Data supplied:

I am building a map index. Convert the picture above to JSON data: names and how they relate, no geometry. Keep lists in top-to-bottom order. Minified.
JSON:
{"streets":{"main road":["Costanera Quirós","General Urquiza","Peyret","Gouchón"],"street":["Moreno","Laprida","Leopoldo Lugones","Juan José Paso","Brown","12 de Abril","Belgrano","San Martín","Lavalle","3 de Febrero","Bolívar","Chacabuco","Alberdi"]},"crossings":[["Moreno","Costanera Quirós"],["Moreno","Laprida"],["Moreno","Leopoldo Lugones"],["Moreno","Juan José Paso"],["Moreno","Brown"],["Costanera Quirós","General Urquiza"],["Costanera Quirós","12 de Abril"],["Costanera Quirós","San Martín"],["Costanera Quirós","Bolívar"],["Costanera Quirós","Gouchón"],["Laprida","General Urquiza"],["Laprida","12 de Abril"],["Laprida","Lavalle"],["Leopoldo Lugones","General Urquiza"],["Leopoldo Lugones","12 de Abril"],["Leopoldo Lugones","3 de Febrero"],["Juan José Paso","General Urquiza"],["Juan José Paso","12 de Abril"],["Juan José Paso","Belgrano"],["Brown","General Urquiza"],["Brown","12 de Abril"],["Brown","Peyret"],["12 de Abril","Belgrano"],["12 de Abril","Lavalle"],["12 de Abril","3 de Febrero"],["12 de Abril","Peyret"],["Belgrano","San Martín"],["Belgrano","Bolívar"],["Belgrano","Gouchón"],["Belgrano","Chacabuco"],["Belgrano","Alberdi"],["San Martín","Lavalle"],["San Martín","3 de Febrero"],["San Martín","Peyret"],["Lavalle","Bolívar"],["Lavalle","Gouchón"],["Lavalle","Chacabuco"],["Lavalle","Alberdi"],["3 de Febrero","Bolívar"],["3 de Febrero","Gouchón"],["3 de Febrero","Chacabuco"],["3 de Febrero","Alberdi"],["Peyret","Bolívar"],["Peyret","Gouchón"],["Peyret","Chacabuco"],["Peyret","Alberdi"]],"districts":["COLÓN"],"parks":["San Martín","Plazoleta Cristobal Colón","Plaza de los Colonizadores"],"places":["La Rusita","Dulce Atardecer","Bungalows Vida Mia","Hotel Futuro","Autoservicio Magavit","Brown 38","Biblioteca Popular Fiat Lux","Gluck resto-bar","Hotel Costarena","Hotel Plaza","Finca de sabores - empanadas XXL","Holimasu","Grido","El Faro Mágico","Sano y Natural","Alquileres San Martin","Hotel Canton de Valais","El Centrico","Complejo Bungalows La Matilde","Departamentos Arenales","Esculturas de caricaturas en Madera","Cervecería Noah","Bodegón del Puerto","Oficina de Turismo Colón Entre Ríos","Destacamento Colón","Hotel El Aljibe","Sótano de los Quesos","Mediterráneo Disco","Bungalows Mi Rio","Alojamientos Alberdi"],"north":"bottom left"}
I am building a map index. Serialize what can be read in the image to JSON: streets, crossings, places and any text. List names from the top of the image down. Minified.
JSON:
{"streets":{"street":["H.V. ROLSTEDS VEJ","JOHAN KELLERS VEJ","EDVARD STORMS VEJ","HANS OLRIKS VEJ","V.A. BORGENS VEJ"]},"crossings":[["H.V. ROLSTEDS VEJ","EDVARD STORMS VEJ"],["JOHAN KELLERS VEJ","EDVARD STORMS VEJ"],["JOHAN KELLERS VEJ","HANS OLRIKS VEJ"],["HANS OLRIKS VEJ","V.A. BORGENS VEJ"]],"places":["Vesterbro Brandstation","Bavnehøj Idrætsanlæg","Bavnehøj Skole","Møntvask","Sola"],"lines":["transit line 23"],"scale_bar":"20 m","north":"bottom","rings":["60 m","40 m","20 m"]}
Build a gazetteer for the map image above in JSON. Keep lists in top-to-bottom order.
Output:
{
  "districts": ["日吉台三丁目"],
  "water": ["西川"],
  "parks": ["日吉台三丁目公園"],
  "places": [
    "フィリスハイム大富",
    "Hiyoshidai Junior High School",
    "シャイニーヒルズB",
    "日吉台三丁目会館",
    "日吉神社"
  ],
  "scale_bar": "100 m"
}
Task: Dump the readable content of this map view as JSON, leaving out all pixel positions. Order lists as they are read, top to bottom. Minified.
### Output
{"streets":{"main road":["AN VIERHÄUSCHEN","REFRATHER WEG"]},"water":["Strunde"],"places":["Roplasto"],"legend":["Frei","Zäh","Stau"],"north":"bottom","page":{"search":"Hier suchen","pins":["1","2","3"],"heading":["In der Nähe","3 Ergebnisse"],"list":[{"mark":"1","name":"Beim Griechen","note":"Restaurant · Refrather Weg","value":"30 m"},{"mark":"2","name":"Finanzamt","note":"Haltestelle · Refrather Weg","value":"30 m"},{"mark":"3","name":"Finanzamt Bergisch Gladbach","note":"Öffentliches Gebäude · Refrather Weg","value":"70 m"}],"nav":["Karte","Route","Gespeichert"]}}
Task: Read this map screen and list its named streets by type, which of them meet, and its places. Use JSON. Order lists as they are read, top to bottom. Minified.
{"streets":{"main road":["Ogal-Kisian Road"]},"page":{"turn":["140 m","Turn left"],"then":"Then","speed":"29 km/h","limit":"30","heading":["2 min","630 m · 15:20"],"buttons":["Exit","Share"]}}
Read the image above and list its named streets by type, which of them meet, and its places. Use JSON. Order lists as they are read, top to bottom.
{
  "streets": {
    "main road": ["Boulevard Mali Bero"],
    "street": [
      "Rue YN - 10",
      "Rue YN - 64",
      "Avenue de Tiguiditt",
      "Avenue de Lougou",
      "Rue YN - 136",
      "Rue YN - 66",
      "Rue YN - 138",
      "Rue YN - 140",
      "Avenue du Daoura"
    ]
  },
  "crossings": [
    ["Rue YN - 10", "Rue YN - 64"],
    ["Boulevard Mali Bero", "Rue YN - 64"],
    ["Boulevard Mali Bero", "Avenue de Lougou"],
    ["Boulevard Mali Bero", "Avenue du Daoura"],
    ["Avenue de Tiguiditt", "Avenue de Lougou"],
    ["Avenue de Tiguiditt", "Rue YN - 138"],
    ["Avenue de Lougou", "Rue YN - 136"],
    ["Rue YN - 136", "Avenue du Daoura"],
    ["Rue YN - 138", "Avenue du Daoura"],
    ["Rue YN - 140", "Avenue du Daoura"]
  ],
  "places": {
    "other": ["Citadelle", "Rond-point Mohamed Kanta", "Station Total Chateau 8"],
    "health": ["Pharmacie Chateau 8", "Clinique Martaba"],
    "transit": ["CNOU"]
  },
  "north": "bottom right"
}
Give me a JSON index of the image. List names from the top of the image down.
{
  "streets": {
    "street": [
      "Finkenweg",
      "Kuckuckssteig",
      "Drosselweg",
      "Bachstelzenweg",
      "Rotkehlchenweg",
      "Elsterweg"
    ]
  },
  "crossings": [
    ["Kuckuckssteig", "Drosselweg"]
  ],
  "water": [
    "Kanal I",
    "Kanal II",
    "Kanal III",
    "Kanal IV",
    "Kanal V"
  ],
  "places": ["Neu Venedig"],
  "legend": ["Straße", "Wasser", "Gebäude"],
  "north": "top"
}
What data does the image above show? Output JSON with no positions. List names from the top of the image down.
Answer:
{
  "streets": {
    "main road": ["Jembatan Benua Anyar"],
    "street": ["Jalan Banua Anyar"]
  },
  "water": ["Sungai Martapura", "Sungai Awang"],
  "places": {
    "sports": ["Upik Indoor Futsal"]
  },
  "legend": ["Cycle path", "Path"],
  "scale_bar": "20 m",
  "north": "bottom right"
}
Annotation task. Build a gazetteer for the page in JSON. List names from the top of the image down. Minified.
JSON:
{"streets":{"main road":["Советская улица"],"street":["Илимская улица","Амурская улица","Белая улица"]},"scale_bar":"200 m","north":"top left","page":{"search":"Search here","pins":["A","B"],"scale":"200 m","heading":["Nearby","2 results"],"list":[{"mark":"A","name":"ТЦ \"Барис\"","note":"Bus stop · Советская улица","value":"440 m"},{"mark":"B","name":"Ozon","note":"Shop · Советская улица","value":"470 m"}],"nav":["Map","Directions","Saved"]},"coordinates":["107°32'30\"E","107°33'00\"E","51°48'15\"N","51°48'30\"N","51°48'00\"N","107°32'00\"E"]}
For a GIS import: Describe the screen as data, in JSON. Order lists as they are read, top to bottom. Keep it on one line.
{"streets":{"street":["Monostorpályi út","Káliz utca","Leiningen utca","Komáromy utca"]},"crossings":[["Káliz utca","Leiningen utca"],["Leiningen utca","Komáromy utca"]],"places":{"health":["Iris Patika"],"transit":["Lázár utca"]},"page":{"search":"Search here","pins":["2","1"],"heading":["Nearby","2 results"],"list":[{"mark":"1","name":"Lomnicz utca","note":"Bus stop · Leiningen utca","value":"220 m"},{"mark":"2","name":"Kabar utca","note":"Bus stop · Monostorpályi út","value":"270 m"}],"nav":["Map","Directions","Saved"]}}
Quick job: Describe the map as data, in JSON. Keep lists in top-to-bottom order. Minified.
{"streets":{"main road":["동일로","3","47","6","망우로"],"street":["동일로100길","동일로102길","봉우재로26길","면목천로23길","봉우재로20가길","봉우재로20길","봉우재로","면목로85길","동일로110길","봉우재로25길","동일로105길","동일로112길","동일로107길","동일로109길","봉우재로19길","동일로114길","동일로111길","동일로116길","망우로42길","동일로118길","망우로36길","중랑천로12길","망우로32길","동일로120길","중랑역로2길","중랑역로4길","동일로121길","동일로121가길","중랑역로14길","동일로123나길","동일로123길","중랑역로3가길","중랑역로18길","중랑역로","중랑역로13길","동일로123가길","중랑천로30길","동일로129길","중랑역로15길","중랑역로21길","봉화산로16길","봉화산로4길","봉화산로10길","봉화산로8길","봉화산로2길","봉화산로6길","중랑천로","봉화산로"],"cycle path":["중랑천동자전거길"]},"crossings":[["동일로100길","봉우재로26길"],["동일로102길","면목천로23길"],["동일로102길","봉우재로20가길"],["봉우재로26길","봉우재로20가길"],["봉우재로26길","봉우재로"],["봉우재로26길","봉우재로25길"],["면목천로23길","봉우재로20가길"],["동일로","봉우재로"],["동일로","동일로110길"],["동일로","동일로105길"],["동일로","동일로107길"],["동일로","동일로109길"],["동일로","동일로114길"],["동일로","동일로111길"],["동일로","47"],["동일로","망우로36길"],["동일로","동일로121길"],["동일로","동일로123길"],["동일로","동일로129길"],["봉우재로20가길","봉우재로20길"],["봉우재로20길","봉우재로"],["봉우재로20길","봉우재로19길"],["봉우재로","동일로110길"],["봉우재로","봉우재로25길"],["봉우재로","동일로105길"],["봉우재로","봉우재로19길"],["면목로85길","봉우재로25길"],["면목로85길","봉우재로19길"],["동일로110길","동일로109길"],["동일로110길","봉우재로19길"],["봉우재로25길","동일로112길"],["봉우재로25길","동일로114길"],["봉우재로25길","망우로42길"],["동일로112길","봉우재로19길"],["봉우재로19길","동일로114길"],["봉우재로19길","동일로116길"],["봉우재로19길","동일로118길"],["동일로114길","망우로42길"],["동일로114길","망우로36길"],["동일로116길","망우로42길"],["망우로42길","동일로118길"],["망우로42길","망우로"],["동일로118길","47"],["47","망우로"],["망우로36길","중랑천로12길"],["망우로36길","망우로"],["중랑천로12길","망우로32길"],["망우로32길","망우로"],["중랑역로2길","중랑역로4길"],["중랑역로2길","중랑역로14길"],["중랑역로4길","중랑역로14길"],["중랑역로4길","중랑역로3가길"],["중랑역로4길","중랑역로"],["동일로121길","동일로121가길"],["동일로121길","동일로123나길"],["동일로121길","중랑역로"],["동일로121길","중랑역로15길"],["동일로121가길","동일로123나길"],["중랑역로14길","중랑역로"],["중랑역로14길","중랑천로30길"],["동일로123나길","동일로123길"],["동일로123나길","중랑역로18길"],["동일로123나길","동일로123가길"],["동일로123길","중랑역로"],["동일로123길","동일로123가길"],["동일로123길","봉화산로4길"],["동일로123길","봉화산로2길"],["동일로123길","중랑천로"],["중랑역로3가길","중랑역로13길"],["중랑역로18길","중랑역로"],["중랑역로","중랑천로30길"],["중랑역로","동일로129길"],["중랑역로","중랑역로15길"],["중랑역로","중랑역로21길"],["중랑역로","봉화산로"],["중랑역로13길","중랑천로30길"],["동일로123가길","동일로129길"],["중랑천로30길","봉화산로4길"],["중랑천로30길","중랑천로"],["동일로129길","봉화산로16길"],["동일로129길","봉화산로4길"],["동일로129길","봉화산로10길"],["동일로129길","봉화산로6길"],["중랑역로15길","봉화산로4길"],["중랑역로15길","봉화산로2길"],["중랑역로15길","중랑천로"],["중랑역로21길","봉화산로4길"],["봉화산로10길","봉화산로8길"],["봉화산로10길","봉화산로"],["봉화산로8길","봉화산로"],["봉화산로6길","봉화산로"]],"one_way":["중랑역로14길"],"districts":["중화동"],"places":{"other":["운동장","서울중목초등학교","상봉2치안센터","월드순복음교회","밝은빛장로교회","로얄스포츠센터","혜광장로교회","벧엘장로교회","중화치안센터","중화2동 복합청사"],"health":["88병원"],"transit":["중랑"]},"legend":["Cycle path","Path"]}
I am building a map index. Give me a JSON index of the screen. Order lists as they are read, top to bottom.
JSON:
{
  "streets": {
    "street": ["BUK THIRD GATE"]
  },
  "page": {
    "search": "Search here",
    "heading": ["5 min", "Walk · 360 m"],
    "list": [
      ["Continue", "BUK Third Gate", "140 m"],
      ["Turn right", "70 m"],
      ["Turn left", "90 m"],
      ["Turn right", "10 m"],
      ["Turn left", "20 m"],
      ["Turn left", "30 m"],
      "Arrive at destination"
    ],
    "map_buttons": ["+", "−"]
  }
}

Task to complete: Each line containing the word "Bero" needs to be copied from the data above.

Completed task:
    "main road": ["Boulevard Mali Bero"],
    ["Boulevard Mali Bero", "Rue YN - 64"],
    ["Boulevard Mali Bero", "Avenue de Lougou"],
    ["Boulevard Mali Bero", "Avenue du Daoura"],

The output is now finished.